Tecnologia di lavorazione: si porta il latte previa pastorizzazione a circa 38 gradi, aggiungendovi caglio liquido. Coagula in 20 minuti. Dopo la rottura della cagliata con la chitarra (a dimensione di un chicco d’uva), si lascia riposare per un certo tempo. Dopo queste operazioni, la massa viene messa negli stampi senza pressare. Le forme vengono rigirate tre volte, poi messe in anticelle a 14 gradi per 24 ore. La salatura si effettua in salamoia per 8 ore. Matura in 8 ore in celle frigorifere a 4 gradi, dove le forme subiscono la cremificazione. Resa 14%.
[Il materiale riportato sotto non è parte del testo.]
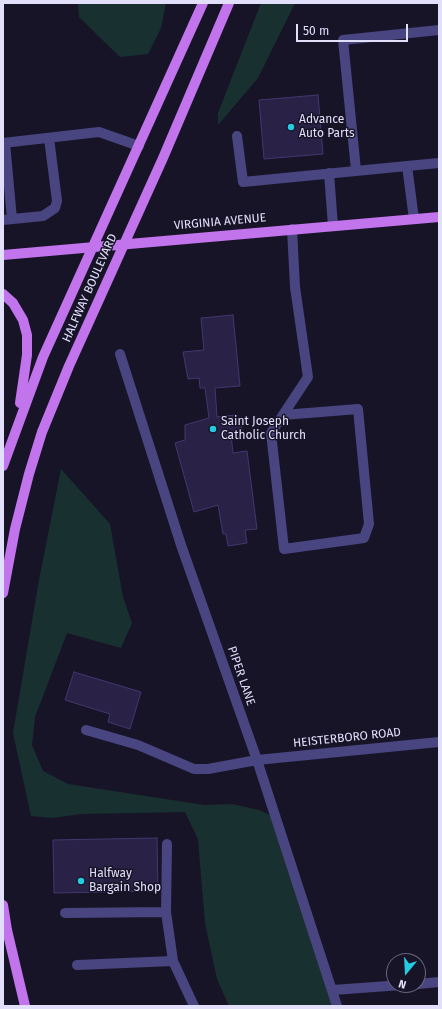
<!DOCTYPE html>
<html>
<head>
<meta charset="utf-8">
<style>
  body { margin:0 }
  #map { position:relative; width:442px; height:1009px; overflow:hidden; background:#181428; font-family:"Fira Sans",sans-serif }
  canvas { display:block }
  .frame { position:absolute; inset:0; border:4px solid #e2dffb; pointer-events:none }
  .north { position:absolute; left:386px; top:953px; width:40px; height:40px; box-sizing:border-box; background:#181428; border:1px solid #69657c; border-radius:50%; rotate:198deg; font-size:11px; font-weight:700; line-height:16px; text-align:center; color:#e2dffb }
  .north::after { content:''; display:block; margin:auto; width:14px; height:18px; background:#24cce2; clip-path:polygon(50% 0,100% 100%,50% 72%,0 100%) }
  .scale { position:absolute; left:296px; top:24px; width:112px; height:18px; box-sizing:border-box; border:2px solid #e2dffb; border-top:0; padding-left:5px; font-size:12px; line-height:14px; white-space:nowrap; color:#e2dffb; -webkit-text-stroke:3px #181428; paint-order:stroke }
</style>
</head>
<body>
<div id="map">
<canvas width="442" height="1009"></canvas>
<div class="frame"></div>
<div class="north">N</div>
<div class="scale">50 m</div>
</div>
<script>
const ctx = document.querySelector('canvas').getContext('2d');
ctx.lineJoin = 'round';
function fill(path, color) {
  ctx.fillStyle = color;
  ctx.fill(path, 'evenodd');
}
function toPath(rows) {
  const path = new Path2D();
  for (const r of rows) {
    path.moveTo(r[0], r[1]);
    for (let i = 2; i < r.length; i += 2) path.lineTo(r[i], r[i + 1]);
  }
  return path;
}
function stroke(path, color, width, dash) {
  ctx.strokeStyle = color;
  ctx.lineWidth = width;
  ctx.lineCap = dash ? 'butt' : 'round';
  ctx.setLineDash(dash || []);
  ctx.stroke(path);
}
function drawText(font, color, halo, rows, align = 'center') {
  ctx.font = font + ' "Fira Sans",sans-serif';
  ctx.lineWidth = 3;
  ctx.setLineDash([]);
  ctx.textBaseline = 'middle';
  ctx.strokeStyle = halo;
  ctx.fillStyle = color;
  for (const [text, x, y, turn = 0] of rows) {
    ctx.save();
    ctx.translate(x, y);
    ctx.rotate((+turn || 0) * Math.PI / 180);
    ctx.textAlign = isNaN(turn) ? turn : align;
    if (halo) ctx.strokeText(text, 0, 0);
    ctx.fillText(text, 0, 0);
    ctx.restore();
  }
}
fill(toPath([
  [78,3,166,3,161,28,148,54,120,57,79,17],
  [261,3,295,3,258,78,218,125,218,113],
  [61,469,110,524,123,597,132,623,121,648,67,633,35,717,32,745,43,771,68,784,204,805,232,804,259,810,270,815,342,1006,229,1006,217,979,205,923,198,839,185,812,81,814,52,818,31,816,13,733,39,580]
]), '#183130');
const building = toPath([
  [318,95,323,154,264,159,259,100,318,95],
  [233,315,240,386,215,388,217,417,235,415,235,418,241,418,242,433,231,434,233,453,247,451,257,529,245,530,247,543,228,546,226,534,223,534,218,505,194,512,175,443,185,440,185,425,209,418,205,388,200,388,199,378,188,379,183,352,204,350,201,318,233,315],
  [74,672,141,692,130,729,108,722,110,714,65,700,74,672],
  [157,838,158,891,54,893,53,840,157,838]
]);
fill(building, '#2a2246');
stroke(building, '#43376f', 1);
stroke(toPath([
  [237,136,243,182,407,166,414,219],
  [3,143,99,132,139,146],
  [5,143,12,219],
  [407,166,439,163],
  [356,170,343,40,439,30],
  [329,173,333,226],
  [3,220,43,216,55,208,57,201,49,138],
  [120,354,181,545,257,760,337,1006],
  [283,415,358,409,369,524,364,538,284,549,271,433,308,377,295,287,292,229],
  [86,730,138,745,194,769,208,769,257,760,439,742],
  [167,844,166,912,173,961,194,1006],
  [65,913,166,912],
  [77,965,173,961],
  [418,984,439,982],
  [333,990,402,985]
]), '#484580', 10);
stroke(toPath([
  [3,255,439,217],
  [3,294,13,303,23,320,27,335,27,355,20,403],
  [3,466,43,357,203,3],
  [3,593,15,529,29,474,42,432,69,366,163,158,229,3],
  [3,905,7,930,25,1006]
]), '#c174ec', 10);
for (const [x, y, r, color] of [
  [291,127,4,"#24cce2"],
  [213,429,4,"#24cce2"],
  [81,881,4,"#24cce2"]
]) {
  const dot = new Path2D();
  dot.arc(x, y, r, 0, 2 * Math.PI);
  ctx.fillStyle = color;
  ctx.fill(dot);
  stroke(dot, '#181428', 1.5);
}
drawText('12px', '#e2dffb', '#181428', [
  ["Advance",299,120],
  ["Auto Parts",299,134],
  ["Saint Joseph",221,422],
  ["Catholic Church",221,436],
  ["Halfway",89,874],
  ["Bargain Shop",89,888]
], 'left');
drawText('12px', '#e2dffb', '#181428', [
  ["VIRGINIA AVENUE",220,222,-5],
  ["HALFWAY BOULEVARD",90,288,-66],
  ["PIPER LANE",241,676,71],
  ["HEISTERBORO ROAD",347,738,-6]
]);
</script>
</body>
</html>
Stagionatura: non si effettua.

Caratteristiche del prodotto finito: peso: Kg 1; forma: cilindrica; crosta: giallognola appena accennata; pasta: compatta e cremosa; sapore: dolce leggermente acidulo.

Area di produzione: in tutto l’Appennino tosco-emiliano.

Calendario di produzione: da settembre a maggio.

Note: è un prodotto simile allo stracchino ma di qualità superiore. Questo tipo di formaggio era un tempo tipico anche dei poderi di pianura, dove veniva talvolta maturato nel letamaio, in nicchie ben protette dal colaticcio. Già attorno al 1940 i contadini bolognesi usavano scherzare su queste usanze ritenute troppo tradizionali parlando del prodotto così fermentato come del “formaggino della nonna”.